15 ottobre 2008 Nessun commento
Il Moto Club Le Aquile di Palermo il 28 di Settembre 2008 con il patrocinio dei Comuni ricadenti nel circuito motociclistico (Cerda, Caltavuturo, Polizzi Generosa, Collesano e Campofelice di Roccella) ha organizzato la Rievocazione Storica Motociclistica denominata “2° Moto Targa Vincenzo Florio”.

Alle 08,30 i motociclisti provenienti da ogni parte della Sicilia con bellissime moto d’epoca si sono dati appuntamento alle storiche tribune di Floriopoli (CERDA) per ripercorrere il tortuoso medio circuito delle Madonie di 108 Km che negli anni venti fù attraversato da temerari piloti del calibro di Oreste Malvisi su Harley Davidson (vincitore assoluto della prima gara del 1920), Ernesto Barraja su Bianchi, Mazzola, Vannoni e Pillitteri su Motosacoche, diedero vita ad appassionanti competizioni.
Sin dalle prime ore del mattino le tribune di Cerda sono state animate dalla presenza di un gran numero di semplici appassionati che hanno voluto ammirare e fotografare le splendide moto presenti al raduno e di motociclisti possessori di moto storiche e d’epoca protagoniste delle gare

motociclistiche che si disputavano negli anni passati.

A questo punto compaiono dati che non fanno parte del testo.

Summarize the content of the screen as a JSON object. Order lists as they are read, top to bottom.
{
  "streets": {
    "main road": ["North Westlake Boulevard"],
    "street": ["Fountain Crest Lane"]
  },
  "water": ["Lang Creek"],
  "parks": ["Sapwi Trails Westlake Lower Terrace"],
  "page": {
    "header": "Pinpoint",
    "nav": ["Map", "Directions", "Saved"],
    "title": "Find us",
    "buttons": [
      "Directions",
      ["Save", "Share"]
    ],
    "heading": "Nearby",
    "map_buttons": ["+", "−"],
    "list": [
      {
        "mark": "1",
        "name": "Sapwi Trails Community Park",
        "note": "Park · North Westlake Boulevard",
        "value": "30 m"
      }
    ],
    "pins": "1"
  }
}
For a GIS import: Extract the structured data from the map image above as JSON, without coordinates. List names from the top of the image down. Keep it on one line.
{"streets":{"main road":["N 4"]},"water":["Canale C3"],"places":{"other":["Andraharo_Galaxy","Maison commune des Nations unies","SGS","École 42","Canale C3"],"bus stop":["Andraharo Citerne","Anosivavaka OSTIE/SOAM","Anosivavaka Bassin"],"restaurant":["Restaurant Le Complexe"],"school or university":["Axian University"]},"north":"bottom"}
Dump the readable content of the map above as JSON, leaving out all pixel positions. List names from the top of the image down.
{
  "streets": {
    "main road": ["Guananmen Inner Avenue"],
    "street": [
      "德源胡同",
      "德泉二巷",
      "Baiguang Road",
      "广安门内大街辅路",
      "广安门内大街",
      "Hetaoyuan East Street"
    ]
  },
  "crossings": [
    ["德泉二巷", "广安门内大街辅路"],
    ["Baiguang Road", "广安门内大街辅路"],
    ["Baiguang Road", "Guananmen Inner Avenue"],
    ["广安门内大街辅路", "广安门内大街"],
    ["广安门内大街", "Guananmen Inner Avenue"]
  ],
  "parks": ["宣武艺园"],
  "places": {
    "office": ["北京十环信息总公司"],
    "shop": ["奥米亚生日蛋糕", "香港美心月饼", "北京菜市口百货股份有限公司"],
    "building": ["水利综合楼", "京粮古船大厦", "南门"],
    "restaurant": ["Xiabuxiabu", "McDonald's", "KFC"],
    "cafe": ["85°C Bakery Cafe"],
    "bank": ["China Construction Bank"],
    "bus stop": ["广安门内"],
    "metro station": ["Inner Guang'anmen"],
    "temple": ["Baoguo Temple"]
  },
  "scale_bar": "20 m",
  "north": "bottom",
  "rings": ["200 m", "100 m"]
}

(clicca sulle foto per ingrandirle)
Presenti alla partenza una splendida Ganna Racing 175 del 1929 ben conservata e resa ancora più bella dai segni del tempo, una Moto Guzzi Sport 15, una rarissima Moto Guzzi Condor 500, una Gilera Saturno 500, una splendida Morini 175 del 1956 con allestimento da corsa, una Moto Guzzi V7, una bellissima BMW con sidecar degli anni ’30.
Si facevano ammirare una splendida BMW R12 750 del 1936 alla prima uscita dopo un paziente restauro, una Norton 16 H 500 del 1937, una Sertum 500 MCN del 1940, un Benelli 500 del 1940, una Moto Guzzi Airone Sport del 1952 ed un restauratissimo Motom Delfino 163 c.c del 1954. Si potevano ammirare anche diversi esemplari di Vespa e Lambretta degli anni ’50 e ’60.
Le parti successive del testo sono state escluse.